Mulcahy and Collins at Arthur Griffith's funeral. |
In addition, Griffith never
disapproved of military policies. He was greatly regarded by my father and he
acted as president of Sinn Féin while Dev was away in the United States.
Griffith remained a close friend of my father and fully approved of his role as
chief of staff. Even when Brugha had arranged to visit England with a view to assassinating
British politicians (!) and when he and Dev proposed the attack on the Custom
House the army assisted despite the disapproval of the chief of staff, Collins
and other army leaders. It is surely ignoring the circumstances of the
army/political relationship during and after the War of Independence to suggest
military policies which were not approved of by the political leaders and the
Dáil. And no army could have responded
so strictly to the acceptance of the newly elected Fianna Fáil government in
1932 just ten years after the bitterness of the Civil War and the role of the National
Army in their defeat.
It would be inconsistent with
Mulcahy’s character as head of the army to act without the full approval of the
elected representatives of the people.
He always spoke of his ambition for Ireland’s future. He simply desired
that we in Ireland should be absolutely free to run our own country. He
supported the Treaty because he realised that the agreement provided us with
that objective. He had no concern about the symbol of the Crown. Indeed he was subsequently
always an admirer of the Commonwealth. He was aware that nothing could be done
at the time to alter the intransigence of the Unionists in the North and that
partition was already a fait accompli at the time of the Treaty; nor did he
think that the retention of the three ports by the British prevented us from
running our own country. Indeed he thought that a full break with Britain would
have aggravated the situation as regards the North and future integration with
the South.
We in Ireland can be justly
proud of our army and its dedicated apolitical role, a dedication which was
initially born in the backrooms and secret conclaves of the Irish Volunteers
long before the foundation of the Irish Free State. It was the Crown, the North
and the ports which were the stumbling block for those intransigents who were
obsessed by the rhetoric of the Republic and who precipitated the Civil War. My
father, like all his colleagues in the Free State Cabinet, could never forgive
De Valera for his lack of leadership which led ultimately to civil strife. Nor should
the Army in its understandable pride and admiration of Collins forget that the
seeds of the success of the Army, its devotion to democracy and its strict
adherence to a neutral political role, were laid in 1918 when the GHQ was
established. A perusal of the Mulcahy papers and his biographies leaves no
doubt that the early military leaders were committed to its role not only as
the creater but as the defender of independence and of a democratic nation.

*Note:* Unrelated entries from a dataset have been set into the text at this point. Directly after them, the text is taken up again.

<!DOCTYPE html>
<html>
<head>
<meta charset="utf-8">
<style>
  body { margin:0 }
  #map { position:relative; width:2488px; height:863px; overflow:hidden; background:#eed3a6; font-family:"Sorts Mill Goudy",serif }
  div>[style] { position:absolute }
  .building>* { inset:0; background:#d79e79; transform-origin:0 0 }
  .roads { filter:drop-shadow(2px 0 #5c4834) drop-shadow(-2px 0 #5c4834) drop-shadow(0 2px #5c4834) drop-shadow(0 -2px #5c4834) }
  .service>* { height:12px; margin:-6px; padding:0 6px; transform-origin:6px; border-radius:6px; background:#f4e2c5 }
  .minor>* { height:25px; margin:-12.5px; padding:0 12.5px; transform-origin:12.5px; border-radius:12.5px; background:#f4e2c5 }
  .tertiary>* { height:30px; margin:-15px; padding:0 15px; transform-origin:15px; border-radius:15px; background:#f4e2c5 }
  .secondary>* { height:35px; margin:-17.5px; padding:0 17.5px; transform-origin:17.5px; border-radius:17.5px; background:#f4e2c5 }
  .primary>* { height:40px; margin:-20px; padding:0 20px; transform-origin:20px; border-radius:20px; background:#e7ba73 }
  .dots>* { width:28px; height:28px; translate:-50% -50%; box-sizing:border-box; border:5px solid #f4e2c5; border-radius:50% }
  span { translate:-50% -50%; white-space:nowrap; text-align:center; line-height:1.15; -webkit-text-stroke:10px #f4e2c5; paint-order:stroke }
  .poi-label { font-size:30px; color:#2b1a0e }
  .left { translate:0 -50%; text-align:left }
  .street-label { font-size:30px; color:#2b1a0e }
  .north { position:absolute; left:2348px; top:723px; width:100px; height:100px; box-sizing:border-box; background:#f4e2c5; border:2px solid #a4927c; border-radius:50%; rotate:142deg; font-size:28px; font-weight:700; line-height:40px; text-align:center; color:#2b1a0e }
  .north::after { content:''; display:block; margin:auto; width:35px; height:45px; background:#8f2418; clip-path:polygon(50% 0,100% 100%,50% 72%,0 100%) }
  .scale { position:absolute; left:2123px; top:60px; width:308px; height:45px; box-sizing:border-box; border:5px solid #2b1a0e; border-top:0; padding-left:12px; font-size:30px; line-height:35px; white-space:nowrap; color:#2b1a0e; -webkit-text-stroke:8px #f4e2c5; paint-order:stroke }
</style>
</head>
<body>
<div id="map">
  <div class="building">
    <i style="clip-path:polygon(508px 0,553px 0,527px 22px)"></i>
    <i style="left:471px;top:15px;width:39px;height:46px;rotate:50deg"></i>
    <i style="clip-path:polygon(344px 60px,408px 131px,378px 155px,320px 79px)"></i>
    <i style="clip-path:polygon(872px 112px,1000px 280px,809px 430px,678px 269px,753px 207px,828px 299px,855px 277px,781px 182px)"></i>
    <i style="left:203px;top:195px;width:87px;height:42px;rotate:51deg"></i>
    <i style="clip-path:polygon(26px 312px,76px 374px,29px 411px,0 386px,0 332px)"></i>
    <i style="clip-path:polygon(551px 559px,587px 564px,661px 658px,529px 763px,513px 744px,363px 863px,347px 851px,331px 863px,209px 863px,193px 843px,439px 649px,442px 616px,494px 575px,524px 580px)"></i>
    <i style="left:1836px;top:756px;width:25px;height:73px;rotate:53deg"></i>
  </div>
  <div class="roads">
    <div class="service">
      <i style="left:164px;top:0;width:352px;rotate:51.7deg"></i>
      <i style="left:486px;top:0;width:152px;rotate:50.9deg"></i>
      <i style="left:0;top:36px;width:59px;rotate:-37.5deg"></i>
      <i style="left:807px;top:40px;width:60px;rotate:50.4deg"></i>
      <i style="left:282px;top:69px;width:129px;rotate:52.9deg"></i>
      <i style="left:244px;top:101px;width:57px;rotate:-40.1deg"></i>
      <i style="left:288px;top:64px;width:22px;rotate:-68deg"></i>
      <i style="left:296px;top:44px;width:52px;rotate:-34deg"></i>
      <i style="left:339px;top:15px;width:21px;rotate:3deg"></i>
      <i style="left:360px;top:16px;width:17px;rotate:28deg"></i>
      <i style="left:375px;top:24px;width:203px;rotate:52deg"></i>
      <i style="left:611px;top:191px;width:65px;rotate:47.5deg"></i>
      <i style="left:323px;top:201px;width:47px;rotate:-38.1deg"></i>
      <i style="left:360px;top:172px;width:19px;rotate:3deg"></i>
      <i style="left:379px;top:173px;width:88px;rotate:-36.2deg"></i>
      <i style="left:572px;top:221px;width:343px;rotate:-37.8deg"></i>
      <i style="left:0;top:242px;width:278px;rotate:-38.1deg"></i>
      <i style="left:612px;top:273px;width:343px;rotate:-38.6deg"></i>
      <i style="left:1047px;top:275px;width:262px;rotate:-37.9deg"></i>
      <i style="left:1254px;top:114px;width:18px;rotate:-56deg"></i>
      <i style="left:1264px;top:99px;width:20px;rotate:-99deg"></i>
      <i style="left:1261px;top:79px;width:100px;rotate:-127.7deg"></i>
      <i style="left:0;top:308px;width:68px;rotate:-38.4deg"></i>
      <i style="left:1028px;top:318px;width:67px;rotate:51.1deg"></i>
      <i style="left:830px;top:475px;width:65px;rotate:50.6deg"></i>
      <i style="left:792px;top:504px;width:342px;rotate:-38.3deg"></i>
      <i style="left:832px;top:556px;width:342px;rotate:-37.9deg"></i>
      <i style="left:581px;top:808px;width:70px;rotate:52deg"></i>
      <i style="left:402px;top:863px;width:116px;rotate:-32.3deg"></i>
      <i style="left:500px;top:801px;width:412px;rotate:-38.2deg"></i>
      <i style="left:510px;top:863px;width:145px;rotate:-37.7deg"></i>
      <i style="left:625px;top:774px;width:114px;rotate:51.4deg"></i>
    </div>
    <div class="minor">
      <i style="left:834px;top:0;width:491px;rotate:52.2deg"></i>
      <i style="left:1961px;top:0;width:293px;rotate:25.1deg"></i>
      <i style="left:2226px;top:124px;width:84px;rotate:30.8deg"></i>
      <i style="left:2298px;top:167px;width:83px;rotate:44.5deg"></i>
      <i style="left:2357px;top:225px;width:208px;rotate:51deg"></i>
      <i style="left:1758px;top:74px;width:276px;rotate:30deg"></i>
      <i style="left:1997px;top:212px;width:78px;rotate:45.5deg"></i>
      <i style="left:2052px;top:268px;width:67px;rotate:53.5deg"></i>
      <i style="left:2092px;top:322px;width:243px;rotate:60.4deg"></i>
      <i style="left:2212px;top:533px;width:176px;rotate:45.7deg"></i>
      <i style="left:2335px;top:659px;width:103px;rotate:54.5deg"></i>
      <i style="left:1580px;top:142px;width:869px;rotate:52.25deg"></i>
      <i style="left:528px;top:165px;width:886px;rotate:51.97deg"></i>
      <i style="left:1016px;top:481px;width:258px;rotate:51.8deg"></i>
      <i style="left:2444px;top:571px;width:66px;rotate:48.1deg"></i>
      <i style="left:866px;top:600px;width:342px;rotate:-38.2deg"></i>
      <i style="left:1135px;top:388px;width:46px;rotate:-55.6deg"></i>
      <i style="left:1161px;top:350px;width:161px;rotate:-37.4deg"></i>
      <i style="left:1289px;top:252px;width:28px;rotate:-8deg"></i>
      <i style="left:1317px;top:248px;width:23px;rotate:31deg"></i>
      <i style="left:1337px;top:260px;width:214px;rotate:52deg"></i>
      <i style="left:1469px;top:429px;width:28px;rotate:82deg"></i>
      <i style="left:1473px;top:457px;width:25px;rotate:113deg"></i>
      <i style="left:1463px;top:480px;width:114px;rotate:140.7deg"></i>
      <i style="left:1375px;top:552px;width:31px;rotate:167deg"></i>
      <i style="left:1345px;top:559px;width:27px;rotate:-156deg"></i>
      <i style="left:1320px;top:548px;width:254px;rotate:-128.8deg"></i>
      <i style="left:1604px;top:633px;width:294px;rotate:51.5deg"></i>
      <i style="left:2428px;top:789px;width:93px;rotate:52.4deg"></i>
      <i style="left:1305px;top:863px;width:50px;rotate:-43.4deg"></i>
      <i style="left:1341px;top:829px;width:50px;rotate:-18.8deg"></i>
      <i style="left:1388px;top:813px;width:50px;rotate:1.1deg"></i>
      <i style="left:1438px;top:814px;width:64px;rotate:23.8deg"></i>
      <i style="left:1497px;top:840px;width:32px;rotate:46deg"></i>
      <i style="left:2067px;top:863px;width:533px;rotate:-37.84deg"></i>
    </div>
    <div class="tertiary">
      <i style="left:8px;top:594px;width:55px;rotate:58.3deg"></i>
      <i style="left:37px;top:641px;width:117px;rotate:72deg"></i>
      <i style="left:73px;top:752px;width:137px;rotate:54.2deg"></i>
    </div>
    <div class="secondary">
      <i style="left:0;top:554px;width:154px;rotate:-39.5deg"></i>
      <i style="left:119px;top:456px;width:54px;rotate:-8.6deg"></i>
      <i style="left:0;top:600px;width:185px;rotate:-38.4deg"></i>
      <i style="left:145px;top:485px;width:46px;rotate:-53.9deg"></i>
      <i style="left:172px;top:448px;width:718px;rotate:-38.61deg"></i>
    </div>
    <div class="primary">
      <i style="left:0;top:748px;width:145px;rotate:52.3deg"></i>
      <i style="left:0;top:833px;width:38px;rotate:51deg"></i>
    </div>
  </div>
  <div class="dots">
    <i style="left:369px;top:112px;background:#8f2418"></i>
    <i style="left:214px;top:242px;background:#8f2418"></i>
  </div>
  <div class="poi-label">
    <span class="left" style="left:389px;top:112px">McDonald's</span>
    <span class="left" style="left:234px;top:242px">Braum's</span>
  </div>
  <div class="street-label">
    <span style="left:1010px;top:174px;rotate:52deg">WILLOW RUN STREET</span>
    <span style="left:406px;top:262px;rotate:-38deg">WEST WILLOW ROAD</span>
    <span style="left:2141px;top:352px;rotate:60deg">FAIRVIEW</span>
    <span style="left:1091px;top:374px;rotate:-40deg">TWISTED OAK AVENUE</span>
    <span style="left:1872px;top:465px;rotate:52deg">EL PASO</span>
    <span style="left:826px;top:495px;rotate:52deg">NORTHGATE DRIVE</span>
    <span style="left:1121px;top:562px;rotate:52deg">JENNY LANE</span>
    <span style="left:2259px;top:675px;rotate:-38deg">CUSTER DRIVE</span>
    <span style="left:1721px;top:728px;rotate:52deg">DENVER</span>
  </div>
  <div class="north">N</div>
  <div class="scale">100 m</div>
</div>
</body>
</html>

Despite my reservations about
the author’s failure to include the pre-Treaty history of the army and its
influence on its remarkable non-political role in our national affairs, I can
say that his account of our military standing in internal and international
affairs brings credit to the Irish Army and to his scholarship. However, we need a new
history of the National Army to bring us up to date on internal and external
affairs and to provide more information about the early and seminal years which
were not fully included in this volume.
The army is merely
an instrument of Policy in the State: As such it has no title to express
opinions on public affairs and in fact should none.